# [Exercise requirements]
Would you write out, word for word, each line of the records below from the top through the one holding "translate:-50% -50%; white-space:nowrap;"?

# [Task inputs]
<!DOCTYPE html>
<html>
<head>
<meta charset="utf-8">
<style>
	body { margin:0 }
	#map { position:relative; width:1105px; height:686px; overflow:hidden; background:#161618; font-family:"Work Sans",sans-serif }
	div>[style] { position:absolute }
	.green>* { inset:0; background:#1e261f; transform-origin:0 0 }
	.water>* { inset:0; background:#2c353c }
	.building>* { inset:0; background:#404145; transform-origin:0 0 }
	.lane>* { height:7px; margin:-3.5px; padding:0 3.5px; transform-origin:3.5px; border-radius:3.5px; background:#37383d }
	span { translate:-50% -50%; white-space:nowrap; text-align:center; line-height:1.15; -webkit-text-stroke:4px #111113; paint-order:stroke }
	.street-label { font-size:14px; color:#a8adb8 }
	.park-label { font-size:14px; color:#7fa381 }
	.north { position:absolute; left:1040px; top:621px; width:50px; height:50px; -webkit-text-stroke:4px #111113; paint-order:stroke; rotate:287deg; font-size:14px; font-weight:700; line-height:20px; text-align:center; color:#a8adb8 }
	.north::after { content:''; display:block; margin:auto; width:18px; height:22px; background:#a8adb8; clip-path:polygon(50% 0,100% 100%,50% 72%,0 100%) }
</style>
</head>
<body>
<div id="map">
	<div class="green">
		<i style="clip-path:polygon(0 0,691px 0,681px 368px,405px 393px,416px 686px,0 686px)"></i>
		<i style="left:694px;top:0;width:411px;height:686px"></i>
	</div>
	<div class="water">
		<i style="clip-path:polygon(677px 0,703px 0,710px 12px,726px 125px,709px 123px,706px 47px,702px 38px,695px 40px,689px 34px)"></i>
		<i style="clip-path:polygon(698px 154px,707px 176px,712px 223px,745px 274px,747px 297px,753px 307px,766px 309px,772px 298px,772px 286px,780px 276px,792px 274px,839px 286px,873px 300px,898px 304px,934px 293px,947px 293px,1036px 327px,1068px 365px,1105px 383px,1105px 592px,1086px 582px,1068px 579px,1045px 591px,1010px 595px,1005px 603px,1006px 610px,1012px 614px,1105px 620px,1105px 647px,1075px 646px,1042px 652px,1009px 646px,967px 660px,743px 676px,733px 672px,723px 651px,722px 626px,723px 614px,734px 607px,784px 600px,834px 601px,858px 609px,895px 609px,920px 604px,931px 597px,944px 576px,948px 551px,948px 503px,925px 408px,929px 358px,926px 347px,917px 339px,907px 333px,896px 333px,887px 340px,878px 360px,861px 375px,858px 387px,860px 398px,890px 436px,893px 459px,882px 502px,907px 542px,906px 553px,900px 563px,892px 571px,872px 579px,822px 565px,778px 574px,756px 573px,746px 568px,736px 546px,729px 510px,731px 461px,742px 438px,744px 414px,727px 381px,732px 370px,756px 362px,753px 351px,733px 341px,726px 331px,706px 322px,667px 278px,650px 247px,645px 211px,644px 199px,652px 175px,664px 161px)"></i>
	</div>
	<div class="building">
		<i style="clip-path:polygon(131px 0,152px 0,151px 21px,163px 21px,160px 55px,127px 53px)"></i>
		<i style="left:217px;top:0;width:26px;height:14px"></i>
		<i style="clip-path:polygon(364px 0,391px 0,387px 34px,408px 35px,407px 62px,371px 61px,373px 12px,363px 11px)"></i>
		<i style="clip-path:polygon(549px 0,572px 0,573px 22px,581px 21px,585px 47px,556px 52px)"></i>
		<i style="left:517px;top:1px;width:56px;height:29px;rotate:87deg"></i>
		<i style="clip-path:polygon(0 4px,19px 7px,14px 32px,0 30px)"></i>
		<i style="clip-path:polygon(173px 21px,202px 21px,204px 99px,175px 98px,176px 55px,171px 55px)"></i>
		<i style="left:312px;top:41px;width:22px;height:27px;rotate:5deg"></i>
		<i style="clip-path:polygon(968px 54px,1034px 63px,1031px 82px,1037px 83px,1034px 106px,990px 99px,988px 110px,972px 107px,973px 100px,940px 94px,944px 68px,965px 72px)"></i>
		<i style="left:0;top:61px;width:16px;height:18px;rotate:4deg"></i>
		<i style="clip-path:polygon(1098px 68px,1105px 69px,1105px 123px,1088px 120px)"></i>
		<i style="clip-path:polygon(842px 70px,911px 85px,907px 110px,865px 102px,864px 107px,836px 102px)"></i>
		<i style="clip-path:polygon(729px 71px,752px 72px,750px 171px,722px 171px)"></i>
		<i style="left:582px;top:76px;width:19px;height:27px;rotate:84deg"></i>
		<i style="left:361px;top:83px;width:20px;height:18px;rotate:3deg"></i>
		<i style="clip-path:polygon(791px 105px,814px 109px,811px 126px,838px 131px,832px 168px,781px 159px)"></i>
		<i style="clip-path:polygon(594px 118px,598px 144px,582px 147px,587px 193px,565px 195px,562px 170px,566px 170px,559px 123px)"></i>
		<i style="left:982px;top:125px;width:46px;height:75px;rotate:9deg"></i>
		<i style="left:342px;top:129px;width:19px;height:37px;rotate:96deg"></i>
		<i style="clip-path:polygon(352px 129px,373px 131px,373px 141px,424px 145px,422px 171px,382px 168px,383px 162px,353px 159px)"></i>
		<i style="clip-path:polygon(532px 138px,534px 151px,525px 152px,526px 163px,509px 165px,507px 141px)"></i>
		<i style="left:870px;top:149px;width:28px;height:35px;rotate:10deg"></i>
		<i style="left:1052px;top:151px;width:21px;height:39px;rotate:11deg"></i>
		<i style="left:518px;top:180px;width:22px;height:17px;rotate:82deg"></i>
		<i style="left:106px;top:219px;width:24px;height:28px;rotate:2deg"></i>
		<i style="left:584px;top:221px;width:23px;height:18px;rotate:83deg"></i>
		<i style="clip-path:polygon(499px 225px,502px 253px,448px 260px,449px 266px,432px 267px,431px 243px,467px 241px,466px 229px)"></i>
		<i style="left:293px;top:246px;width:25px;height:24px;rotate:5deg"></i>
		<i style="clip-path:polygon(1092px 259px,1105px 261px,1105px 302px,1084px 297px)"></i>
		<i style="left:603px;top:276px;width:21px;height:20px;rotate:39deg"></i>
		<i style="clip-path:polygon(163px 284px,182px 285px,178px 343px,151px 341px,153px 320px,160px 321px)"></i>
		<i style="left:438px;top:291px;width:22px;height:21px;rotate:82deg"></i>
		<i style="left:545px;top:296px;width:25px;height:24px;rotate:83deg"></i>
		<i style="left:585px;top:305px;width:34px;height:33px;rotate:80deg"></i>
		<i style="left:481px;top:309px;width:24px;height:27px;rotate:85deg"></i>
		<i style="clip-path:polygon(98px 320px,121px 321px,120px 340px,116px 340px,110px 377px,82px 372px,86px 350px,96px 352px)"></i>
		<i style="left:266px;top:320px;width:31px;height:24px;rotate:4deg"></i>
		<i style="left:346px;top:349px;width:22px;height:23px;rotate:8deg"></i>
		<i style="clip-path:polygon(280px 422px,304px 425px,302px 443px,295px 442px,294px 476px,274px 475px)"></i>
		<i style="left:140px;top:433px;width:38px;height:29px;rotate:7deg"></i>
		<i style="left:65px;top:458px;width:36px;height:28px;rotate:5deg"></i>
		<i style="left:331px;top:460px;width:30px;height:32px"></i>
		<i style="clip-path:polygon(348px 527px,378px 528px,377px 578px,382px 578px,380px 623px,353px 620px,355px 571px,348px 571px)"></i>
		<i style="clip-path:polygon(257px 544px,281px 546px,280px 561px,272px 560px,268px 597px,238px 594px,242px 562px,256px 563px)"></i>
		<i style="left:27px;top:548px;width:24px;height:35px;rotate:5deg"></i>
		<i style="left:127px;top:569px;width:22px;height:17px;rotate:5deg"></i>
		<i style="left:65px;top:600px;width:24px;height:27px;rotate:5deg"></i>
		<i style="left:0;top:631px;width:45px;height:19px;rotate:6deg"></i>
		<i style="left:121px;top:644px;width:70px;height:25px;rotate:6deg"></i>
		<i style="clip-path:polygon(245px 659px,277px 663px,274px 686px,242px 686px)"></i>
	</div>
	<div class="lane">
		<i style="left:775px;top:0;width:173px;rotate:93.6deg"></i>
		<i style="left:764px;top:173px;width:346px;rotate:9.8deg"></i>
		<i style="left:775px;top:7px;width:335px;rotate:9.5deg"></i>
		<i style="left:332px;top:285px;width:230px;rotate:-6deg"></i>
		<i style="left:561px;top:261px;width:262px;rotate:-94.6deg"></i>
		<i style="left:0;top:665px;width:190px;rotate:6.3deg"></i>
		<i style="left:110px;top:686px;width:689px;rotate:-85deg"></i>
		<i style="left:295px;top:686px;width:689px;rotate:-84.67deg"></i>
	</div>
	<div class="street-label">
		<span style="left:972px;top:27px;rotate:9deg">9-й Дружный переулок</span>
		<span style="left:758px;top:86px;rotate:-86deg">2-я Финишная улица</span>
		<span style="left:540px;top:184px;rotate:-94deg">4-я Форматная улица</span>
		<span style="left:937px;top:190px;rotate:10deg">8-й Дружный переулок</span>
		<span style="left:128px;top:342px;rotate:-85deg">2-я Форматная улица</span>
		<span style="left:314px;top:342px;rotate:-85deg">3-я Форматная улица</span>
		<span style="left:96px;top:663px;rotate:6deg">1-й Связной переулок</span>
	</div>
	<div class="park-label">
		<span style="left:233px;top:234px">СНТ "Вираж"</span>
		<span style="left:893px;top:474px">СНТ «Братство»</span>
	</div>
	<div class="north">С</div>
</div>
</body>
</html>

# [Task response]
<!DOCTYPE html>
<html>
<head>
<meta charset="utf-8">
<style>
	body { margin:0 }
	#map { position:relative; width:1105px; height:686px; overflow:hidden; background:#161618; font-family:"Work Sans",sans-serif }
	div>[style] { position:absolute }
	.green>* { inset:0; background:#1e261f; transform-origin:0 0 }
	.water>* { inset:0; background:#2c353c }
	.building>* { inset:0; background:#404145; transform-origin:0 0 }
	.lane>* { height:7px; margin:-3.5px; padding:0 3.5px; transform-origin:3.5px; border-radius:3.5px; background:#37383d }
	span { translate:-50% -50%; white-space:nowrap; text-align:center; line-height:1.15; -webkit-text-stroke:4px #111113; paint-order:stroke }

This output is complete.